— DATA FOR PROCESSING —

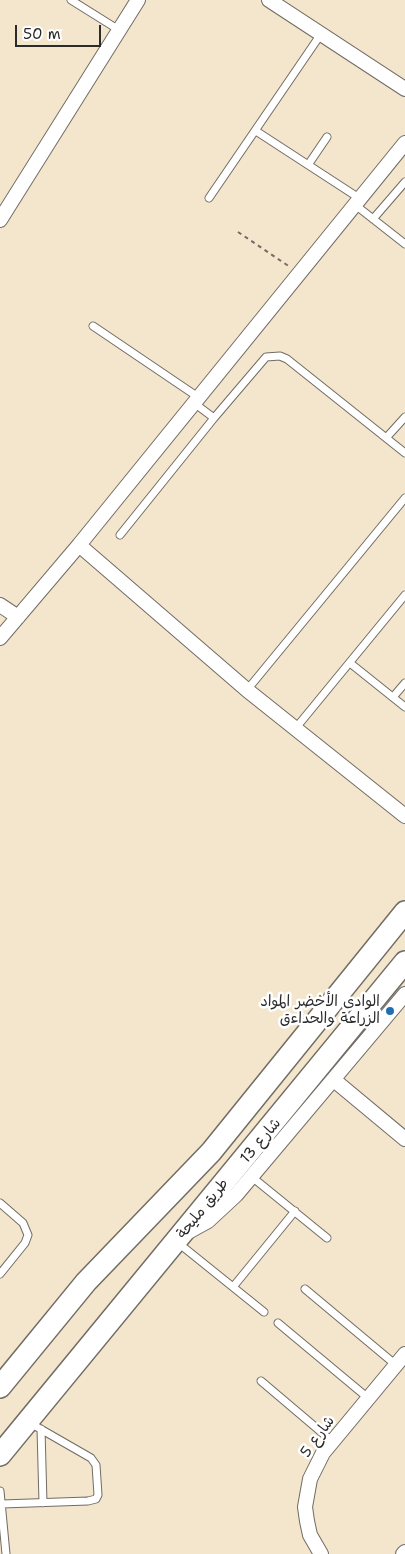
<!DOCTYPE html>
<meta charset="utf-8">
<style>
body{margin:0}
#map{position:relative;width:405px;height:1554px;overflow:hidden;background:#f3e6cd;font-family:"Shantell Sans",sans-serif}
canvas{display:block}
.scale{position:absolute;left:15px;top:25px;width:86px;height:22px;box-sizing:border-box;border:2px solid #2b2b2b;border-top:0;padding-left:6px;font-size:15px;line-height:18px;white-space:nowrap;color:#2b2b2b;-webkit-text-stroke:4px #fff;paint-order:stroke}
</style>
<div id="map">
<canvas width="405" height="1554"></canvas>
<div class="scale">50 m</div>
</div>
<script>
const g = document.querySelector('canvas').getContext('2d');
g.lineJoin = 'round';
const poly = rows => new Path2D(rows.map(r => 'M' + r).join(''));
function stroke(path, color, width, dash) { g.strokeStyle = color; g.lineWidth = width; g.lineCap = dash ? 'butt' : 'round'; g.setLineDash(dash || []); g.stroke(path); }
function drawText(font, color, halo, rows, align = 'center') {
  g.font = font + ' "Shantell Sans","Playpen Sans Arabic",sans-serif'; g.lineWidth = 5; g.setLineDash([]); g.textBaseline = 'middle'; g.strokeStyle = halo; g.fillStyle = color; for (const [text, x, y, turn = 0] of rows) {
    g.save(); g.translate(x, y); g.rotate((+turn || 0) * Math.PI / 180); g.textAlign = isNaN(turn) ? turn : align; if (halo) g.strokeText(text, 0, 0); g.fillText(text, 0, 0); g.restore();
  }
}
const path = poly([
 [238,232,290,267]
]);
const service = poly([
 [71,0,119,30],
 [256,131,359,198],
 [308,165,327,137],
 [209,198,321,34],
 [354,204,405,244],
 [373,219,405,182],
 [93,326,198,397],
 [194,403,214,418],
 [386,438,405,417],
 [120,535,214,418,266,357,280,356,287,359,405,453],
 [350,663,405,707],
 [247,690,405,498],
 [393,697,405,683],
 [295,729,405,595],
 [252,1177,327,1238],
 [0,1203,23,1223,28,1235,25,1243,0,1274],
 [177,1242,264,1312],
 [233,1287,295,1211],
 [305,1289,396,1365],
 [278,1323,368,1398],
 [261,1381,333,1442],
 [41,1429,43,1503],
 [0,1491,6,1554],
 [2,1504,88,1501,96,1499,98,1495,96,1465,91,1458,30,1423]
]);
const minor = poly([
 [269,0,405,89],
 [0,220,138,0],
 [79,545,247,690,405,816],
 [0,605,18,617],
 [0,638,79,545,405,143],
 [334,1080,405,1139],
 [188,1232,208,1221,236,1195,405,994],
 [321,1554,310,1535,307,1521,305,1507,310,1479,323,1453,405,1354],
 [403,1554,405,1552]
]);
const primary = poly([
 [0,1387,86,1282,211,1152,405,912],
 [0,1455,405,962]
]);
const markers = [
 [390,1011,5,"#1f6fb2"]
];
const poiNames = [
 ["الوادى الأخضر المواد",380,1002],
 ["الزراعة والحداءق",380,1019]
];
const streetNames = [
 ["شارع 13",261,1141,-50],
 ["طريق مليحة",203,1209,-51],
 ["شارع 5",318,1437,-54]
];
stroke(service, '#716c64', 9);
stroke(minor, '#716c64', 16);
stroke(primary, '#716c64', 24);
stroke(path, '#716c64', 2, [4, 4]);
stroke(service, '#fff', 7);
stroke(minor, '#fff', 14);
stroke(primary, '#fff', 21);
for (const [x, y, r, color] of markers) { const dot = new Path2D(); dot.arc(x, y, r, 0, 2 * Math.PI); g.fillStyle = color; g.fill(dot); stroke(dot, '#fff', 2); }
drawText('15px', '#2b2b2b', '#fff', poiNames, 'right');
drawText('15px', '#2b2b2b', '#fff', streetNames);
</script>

— BRIEF —
Above are the records. Copy every line in them holding "halo".

— ANSWER FOR THE TASK —
function drawText(font, color, halo, rows, align = 'center') {
  g.font = font + ' "Shantell Sans","Playpen Sans Arabic",sans-serif'; g.lineWidth = 5; g.setLineDash([]); g.textBaseline = 'middle'; g.strokeStyle = halo; g.fillStyle = color; for (const [text, x, y, turn = 0] of rows) {
    g.save(); g.translate(x, y); g.rotate((+turn || 0) * Math.PI / 180); g.textAlign = isNaN(turn) ? turn : align; if (halo) g.strokeText(text, 0, 0); g.fillText(text, 0, 0); g.restore();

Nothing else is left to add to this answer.